S.F. supervisor proposes big funding boost for housing acquisition program

November 2, 2021

By Laura Waxmann, San Francisco Business Times

A total of 109 apartment buildings are currently on the market in San Francisco, but a shortage of funds and outdated regulations are hampering acquisitions through a program in which the city helps nonprofits buy and preserve small rental buildings, according to advocates working to secure these buildings as permanently affordable housing.

The available buildings comprise more than 1,065 units. Meanwhile, apartment sales and prices are below pre-Covid-19 levels, according to an Oct. 28 report from the Housing Stability Oversight Board — an advisory body to the Board of Supervisors — that I’ve obtained. These market conditions create a window of opportunity for the city to help meet its affordable housing preservation goals. 
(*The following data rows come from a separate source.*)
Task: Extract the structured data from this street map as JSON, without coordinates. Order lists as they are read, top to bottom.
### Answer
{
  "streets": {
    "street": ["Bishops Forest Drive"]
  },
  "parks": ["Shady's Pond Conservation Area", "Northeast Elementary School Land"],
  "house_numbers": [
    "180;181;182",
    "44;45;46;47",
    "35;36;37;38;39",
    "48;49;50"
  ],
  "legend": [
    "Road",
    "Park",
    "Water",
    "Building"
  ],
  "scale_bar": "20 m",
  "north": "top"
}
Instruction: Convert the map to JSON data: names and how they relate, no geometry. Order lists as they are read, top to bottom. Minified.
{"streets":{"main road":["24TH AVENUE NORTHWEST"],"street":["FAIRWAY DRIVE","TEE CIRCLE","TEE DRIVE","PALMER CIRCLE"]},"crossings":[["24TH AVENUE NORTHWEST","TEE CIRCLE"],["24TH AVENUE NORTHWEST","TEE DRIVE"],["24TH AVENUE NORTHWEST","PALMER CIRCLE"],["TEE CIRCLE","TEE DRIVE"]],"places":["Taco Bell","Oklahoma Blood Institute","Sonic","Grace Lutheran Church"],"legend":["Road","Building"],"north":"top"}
However, the city’s Small Sites Program — an acquisition and rehabilitation loan program for small multi-family rental buildings that was launched in 2014 — is unable to respond to many requests for loans to acquire buildings through the program because of a shortage of money, according to District 5 Supervisor Dean Preston. On Tuesday, he announced legislation to create a $64 million emergency acquisition fund that he hopes will allow the city to scoop up of “hundreds of these units” in the current fiscal year.

Preston’s legislation for an Emergency Acquisition Plan would direct revenue generated by Proposition I — an increase in the transfer tax for high-end transactions that is projected to raise $128 million this fiscal year — to fund the Small Sites program. 
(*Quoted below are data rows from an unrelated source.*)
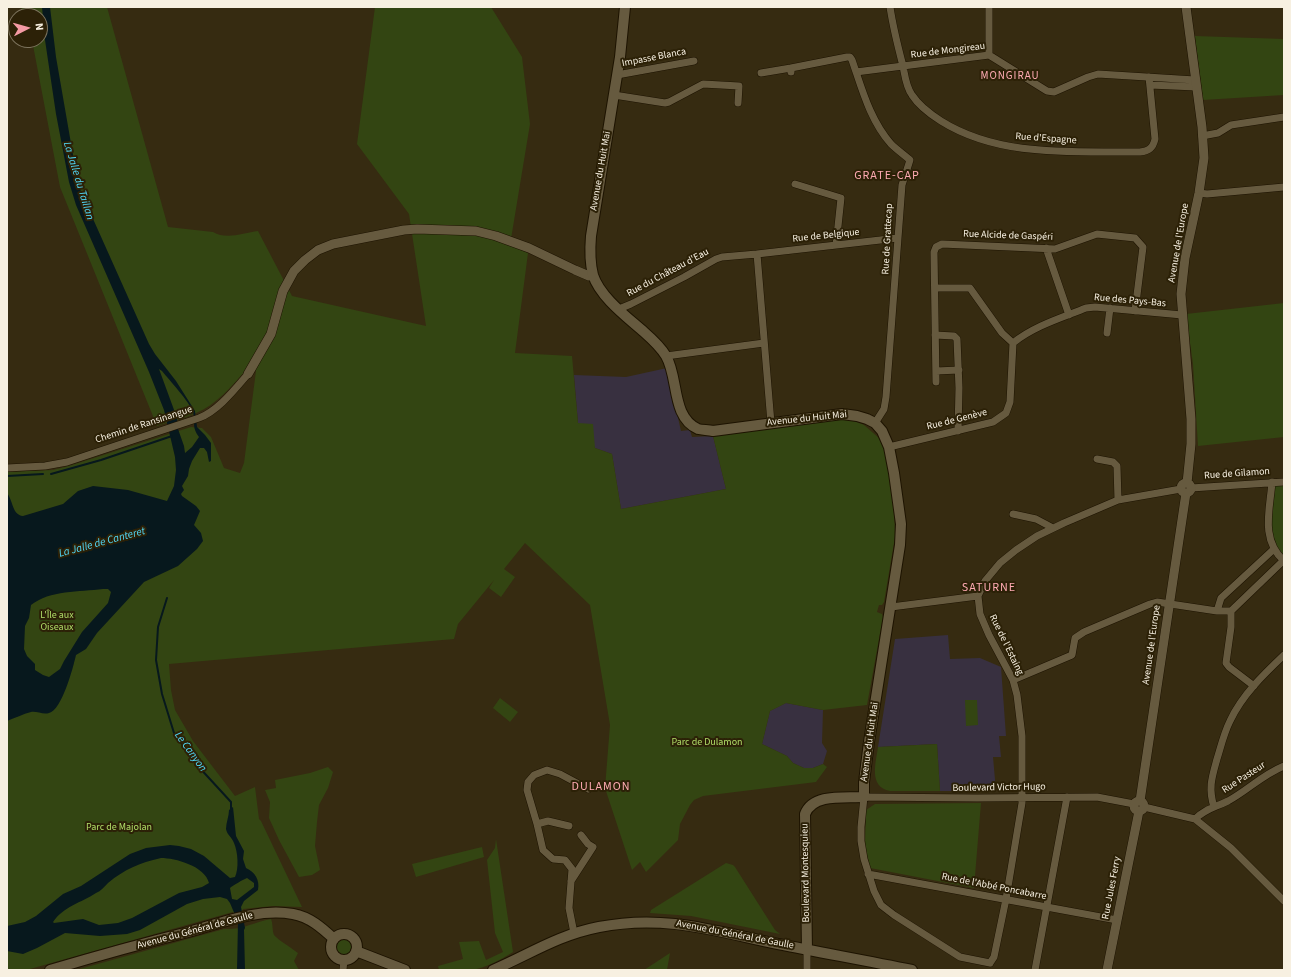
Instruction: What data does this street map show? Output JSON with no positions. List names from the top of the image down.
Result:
{
  "streets": {
    "main road": ["Avenue du Huit Mai", "Boulevard Montesquieu", "Avenue du Général de Gaulle"],
    "street": [
      "Rue de Mongireau",
      "Impasse Blanca",
      "Rue d'Espagne",
      "Rue de Belgique",
      "Rue Alcide de Gaspéri",
      "Rue de Grattecap",
      "Avenue de l'Europe",
      "Rue du Château d'Eau",
      "Rue des Pays-Bas",
      "Rue de Genève",
      "Chemin de Ransinangue",
      "Rue de Gilamon",
      "Rue de l'Estaing",
      "Rue Pasteur",
      "Boulevard Victor Hugo",
      "Rue de l'Abbé Poncabarre",
      "Rue Jules Ferry"
    ]
  },
  "crossings": [
    ["Rue de Mongireau", "Rue d'Espagne"],
    ["Rue de Mongireau", "Rue de Grattecap"],
    ["Rue de Mongireau", "Avenue de l'Europe"],
    ["Impasse Blanca", "Avenue du Huit Mai"],
    ["Avenue du Huit Mai", "Rue de Grattecap"],
    ["Avenue du Huit Mai", "Rue du Château d'Eau"],
    ["Avenue du Huit Mai", "Rue de Genève"],
    ["Avenue du Huit Mai", "Chemin de Ransinangue"],
    ["Avenue du Huit Mai", "Rue de l'Estaing"],
    ["Avenue du Huit Mai", "Boulevard Victor Hugo"],
    ["Avenue du Huit Mai", "Boulevard Montesquieu"],
    ["Avenue du Huit Mai", "Rue de l'Abbé Poncabarre"],
    ["Rue de Belgique", "Rue de Grattecap"],
    ["Rue de Belgique", "Rue du Château d'Eau"],
    ["Rue Alcide de Gaspéri", "Rue des Pays-Bas"],
    ["Avenue de l'Europe", "Rue des Pays-Bas"],
    ["Avenue de l'Europe", "Rue de Gilamon"],
    ["Avenue de l'Europe", "Boulevard Victor Hugo"],
    ["Avenue de l'Europe", "Rue Jules Ferry"],
    ["Rue des Pays-Bas", "Rue de Genève"],
    ["Rue de l'Estaing", "Boulevard Victor Hugo"],
    ["Rue de l'Estaing", "Rue de l'Abbé Poncabarre"],
    ["Rue Pasteur", "Boulevard Victor Hugo"],
    ["Boulevard Victor Hugo", "Boulevard Montesquieu"],
    ["Boulevard Victor Hugo", "Rue Jules Ferry"],
    ["Boulevard Montesquieu", "Avenue du Général de Gaulle"],
    ["Rue de l'Abbé Poncabarre", "Rue Jules Ferry"]
  ],
  "districts": [
    "MONGIRAU",
    "GRATE-CAP",
    "SATURNE",
    "DULAMON"
  ],
  "water": ["La Jalle du Taillan", "La Jalle de Canteret", "Le Canyon"],
  "parks": ["L'Île aux Oiseaux", "Parc de Dulamon", "Parc de Majolan"],
  "north": "right"
}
Prop. I was approved by voters last November, and the San Francisco Board of Supervisors last year unanimously approved a resolution for half of the revenue generated by the measure to be used for rent relief in the wake of Covid-19, while the rest would be used to fund permanently affordable social housing. Preston's legislation would make half of the Prop. I funds — or $64 million— available for the Small Sites Program. It will be considered by the Board’s Budget and Finance Committee on Nov. 17.

If approved, it would become the Small Sites program's first permanent funding source.

“Unless the city acts now, we will see thousands of residents put at risk as their buildings are sold to speculators,” said Preston on Tuesday. “We’ve been through this before, but this time we have not just an opportunity, but an obligation, to use Prop. I funds to prevent displacement due to the pandemic.”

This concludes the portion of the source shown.